Any such part will be permanently on the Wests’ (and China’s) “watch list”. Even a police-arrest of an impoverished M-thief in Indian-absorbed PoK areas will have our entire ex-JNU ecosystem, and the West’s Think Tanks — aided and abetted by newly-catalysed Arundhati Roys — to scream even louder, to the delight and sub-rosa instigation by China. Witness current M-intractability on even simple civic issues right here in Bangalore; in our NE — not to say on the B’desh-Bengal border.
VS
So, if it is a democracy problem at root, then the sooner all the institutions and laws, etc. that promote, reinforce and consolidate the separateness of Indian Muslims, are done away with the better. Surely, Modi and BJP will be supported by the majority if laws to this effect are rammed through Parliament.
But about the pressures and the squawkings of the West on religious freedom and so on, it is for the GOI to ask them to shut up on the pain of…, which it doesn’t do because links with the US, UK, Europe are believed essential and necessary to the country’s progress. See how China quelled any Western talk of, and pressure re: cultural genocide of the Tibetans, Uyghurs, et al, even when Beijing couldn’t have done without the US and European markets.
To wit, Shakespeare (in Julius Caeser): “The fault…is not in our stars, but in ourselves, that we are underlings.” Or, act as underlings!
If the idea was to eventually Balkanise Pakistan, then why support economic engagement with it now? Or do you believe that strategy is no longer realistic?
Look, the balkanisation of Pakistan-thinking arose from ISI pushing the jihadi separatists. If economic cooptation fails we can always turbocharge the other options.
Still further from Dr Siddhartha:
V Siddhartha
Mon, May 18 at 12:33 PM
… Wanted: A Second Republic. Nothing less will serve. VS
Sid,
France has cycled through 4 republics, the current one is the 5th. Germany fortunately ended their experiment with the Third Reich. In Asia, South Korea since 1988 is in its 6th Republic phase. You are right, India needs a revamped Second Republic. But there are too many vested interests, too deeply dug in, to permit a new system to emerge.
Bharat
“The weak suffer what they must, while the strong do what they can.” — Thucydides
As always, the forever realist Mr Karnad makes very practical and logical argument.

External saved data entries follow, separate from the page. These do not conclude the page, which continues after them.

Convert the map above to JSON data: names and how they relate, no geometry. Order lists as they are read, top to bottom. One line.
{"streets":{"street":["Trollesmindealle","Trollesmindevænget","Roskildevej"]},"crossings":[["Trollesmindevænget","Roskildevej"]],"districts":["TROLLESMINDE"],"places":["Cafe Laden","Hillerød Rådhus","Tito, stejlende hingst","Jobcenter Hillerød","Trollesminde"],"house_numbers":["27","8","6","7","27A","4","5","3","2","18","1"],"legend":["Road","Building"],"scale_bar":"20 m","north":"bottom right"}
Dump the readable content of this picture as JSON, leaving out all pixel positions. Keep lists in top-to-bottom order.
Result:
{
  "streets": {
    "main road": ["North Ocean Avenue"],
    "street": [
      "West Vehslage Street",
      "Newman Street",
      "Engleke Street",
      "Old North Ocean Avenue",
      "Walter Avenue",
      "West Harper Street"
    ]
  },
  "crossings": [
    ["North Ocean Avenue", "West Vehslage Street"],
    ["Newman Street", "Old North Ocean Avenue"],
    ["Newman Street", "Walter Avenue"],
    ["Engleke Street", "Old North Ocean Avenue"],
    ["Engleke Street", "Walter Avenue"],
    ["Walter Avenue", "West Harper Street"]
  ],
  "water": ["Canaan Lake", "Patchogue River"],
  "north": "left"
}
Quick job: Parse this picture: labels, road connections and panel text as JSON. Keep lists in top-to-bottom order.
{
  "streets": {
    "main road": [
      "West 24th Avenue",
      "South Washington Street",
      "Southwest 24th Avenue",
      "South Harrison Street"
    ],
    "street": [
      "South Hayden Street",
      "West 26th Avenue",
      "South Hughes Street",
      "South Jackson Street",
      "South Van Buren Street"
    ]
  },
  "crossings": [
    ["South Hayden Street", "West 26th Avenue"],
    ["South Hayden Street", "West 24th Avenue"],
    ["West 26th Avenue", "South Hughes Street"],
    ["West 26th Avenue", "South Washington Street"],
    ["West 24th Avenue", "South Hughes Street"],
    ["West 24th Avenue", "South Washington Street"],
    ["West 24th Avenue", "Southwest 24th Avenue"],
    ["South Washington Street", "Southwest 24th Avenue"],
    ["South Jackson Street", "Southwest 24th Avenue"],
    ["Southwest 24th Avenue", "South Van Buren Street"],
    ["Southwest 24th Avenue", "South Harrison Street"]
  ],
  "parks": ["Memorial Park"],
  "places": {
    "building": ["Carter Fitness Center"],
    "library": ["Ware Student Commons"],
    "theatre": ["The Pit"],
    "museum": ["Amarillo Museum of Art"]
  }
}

First and foremost both the countries ought to put a perpetual stop to inciting people in name of religion and jingoistic nationalism. Both are aware they are in no position to change the border so why not make peace and make money benefits of which can filter down to their people.
kashmir issue has nothing to do with what you mentioned. Read history books and see evidence.
Having read your books, Professor, basically the Manmohan-Musharraf deal
What India wants from Pakistan
1. Stop supporting cross border terrorism.
2. Accept LoC as border and move on.
3. Do a trade agreement to closely integrate with the Indian economy so in the future, we have more leverage in case they deviate. Currently our only economic lever is Indus Waters Treaty.
What Pakistan wants from India
1. Kashmir
Currently, it is in China’s interest to keep india distracted on the western front. Pakistan feels emboldened by its alliances with China, Turkey and Saudi and India’s supposed isolation to not have to compromise on Kashmir at this point.
For India, the only way out is to undertake radical economic reforms and grow to a 10 trillion dollar economy. Currently China looks at India the way India sees Pakistan. Messy, corrupt, incoherent. If India gets serious, China will also want a modus vivendi with India then, and Pakistan will also soften. Currently any negotiation will not yield any result favorable to India.
But Indian polity is too status quoist for this.
Email from Lt Gen Arun K Sahni (Retd), former GOCINC, SouthWest Command
Tue, May 19 at 7:14 PM
Dear Bharat,
Loved this piece. Economic entanglement in South Asia should be the larger vision.
Indo Pak dialogue without positive overtures from them is iffy. More so with Bangladesh in their pocket as of now.
Best Wishes
Arun Sahni
Professor,
I have a hypothetical question: given the advent of advanced satellite tracking for naval assets and the proliferation of hypersonic weapons, will we see the eventual abandonment of the aircraft carrier? In other words, might navies transition from moving platforms to massive, stationary, and highly fortified structures (such as oil rig-sized oceanic airfields) positioned permanently at sea?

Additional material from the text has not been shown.